_Problem to solve_
Report every line below that carries the word "function".

(Stored data)
* * *

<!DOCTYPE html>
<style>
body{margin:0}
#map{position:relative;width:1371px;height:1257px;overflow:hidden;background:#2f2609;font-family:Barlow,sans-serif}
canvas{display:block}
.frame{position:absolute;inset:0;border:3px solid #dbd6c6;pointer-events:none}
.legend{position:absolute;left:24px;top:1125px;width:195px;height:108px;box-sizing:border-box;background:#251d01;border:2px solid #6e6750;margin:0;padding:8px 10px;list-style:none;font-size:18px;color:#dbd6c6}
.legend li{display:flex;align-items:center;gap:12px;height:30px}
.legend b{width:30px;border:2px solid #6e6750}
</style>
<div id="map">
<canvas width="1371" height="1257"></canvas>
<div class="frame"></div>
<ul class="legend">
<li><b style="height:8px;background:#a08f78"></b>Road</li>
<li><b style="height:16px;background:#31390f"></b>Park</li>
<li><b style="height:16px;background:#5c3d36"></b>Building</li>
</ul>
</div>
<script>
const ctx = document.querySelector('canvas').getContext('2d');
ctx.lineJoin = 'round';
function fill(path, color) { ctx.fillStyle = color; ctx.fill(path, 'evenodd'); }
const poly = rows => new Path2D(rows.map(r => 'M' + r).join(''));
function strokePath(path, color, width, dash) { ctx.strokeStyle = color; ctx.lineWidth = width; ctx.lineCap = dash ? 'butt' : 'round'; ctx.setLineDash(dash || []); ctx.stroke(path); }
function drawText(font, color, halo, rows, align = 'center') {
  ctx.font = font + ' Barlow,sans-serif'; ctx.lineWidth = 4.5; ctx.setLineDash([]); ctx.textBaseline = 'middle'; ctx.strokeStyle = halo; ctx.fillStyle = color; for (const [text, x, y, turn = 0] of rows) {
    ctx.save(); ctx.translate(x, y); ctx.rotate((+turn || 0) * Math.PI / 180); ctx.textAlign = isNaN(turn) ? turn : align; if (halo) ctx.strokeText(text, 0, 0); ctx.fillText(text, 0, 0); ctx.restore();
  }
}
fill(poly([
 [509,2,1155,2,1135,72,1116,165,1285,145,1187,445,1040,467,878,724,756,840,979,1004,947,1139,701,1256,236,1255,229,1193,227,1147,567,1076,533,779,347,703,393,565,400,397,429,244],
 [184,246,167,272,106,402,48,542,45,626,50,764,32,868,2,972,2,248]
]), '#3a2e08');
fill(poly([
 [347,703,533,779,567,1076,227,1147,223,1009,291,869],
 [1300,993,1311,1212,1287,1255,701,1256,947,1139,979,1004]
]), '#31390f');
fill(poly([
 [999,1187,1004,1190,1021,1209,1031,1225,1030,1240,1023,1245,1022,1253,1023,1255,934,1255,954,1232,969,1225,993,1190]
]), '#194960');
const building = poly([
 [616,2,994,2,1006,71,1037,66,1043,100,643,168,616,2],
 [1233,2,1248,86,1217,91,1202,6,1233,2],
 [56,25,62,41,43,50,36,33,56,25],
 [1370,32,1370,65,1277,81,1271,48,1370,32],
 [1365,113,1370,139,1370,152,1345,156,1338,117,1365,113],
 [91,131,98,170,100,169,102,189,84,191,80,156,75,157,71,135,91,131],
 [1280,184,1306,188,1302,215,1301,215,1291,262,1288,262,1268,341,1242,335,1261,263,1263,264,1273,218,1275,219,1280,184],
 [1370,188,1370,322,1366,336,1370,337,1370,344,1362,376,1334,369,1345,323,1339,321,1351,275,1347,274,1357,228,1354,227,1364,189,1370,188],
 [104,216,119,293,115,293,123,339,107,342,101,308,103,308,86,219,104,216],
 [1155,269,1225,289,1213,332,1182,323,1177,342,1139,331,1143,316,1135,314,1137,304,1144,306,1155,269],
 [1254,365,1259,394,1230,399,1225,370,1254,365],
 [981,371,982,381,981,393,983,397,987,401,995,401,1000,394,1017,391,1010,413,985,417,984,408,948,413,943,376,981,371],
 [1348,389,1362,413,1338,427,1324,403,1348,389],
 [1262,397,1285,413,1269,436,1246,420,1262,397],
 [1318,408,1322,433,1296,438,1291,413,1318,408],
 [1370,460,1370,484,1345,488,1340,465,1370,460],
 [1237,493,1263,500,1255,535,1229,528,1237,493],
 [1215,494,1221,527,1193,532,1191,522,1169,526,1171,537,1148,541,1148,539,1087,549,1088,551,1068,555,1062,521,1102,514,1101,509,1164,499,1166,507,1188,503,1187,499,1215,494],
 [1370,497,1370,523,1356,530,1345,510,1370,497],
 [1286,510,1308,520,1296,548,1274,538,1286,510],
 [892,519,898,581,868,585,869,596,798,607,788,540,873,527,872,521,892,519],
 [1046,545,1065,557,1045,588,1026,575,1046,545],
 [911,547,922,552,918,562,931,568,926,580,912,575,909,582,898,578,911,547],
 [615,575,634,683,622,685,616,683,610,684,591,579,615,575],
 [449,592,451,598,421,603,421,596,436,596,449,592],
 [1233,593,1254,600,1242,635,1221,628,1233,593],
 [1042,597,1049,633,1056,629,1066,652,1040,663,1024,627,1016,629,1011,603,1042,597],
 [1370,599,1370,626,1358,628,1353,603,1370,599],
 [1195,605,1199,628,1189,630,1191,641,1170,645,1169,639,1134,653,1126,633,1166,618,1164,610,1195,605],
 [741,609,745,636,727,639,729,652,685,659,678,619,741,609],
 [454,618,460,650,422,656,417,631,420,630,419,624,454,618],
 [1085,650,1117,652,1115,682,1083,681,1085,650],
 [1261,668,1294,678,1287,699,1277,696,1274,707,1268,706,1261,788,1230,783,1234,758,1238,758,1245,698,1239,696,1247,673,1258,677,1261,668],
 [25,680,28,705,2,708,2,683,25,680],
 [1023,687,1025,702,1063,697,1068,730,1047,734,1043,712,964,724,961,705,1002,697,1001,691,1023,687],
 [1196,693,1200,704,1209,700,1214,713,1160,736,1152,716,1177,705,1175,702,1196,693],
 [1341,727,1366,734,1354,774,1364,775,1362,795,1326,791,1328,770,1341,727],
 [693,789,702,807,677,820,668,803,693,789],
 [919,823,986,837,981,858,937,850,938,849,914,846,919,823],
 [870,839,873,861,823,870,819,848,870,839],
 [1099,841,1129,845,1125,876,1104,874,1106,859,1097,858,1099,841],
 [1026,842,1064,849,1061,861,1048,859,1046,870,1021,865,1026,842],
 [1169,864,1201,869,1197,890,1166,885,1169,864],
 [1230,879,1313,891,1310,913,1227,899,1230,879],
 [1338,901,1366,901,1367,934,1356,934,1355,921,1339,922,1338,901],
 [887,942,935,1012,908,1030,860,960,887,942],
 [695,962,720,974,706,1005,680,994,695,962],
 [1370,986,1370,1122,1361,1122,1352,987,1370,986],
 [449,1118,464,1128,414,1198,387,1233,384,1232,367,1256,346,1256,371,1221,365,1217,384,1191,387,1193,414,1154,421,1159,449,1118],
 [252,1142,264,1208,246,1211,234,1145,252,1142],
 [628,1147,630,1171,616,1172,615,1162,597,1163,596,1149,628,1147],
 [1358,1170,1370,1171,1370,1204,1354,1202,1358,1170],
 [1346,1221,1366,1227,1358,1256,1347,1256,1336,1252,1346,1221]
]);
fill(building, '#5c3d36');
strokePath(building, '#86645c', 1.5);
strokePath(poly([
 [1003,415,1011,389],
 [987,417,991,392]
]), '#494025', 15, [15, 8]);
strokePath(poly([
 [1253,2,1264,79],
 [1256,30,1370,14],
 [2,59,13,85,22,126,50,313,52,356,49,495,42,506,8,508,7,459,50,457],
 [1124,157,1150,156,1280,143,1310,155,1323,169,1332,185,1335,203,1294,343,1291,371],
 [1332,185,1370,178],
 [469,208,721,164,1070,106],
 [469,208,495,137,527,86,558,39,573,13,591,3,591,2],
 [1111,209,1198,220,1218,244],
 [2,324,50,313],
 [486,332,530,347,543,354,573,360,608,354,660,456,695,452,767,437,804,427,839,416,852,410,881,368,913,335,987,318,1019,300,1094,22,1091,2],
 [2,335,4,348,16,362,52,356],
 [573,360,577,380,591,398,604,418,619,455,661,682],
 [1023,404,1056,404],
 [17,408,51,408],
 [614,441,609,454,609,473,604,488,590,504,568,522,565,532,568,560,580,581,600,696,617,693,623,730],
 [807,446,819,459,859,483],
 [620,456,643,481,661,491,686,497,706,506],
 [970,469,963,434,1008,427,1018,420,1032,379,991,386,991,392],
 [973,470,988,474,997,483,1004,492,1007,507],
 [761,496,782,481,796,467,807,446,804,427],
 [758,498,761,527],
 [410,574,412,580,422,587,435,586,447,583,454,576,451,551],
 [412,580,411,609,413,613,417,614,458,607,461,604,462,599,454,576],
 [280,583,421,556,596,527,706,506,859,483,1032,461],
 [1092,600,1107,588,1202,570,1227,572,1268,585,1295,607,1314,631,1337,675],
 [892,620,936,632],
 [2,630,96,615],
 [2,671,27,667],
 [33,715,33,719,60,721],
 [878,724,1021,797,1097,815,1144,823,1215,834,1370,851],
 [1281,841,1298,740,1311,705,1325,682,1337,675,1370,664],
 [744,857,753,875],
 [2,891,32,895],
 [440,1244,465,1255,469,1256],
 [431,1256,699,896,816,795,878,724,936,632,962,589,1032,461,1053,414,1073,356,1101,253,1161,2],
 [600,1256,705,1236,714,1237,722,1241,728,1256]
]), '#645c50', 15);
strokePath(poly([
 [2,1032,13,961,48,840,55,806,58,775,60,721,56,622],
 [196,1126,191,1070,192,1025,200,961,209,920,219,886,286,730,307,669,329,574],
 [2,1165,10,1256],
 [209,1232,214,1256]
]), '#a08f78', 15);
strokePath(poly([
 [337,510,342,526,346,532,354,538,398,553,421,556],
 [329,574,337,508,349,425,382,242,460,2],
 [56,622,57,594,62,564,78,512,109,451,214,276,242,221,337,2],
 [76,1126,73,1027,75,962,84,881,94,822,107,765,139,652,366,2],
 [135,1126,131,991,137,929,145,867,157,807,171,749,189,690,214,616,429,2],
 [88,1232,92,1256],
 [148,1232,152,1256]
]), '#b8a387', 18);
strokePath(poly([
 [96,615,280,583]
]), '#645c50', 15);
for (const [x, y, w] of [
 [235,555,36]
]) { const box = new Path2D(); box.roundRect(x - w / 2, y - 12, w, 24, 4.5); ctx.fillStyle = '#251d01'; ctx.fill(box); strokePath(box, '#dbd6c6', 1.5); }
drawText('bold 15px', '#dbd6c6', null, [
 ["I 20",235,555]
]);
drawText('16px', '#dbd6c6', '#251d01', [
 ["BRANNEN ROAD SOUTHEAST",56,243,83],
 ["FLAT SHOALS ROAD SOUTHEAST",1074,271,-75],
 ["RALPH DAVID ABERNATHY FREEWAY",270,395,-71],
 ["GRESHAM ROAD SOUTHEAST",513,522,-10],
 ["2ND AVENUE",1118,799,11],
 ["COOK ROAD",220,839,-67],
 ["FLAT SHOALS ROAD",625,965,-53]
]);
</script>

* * *

_Result_
function fill(path, color) { ctx.fillStyle = color; ctx.fill(path, 'evenodd'); }
function strokePath(path, color, width, dash) { ctx.strokeStyle = color; ctx.lineWidth = width; ctx.lineCap = dash ? 'butt' : 'round'; ctx.setLineDash(dash || []); ctx.stroke(path); }
function drawText(font, color, halo, rows, align = 'center') {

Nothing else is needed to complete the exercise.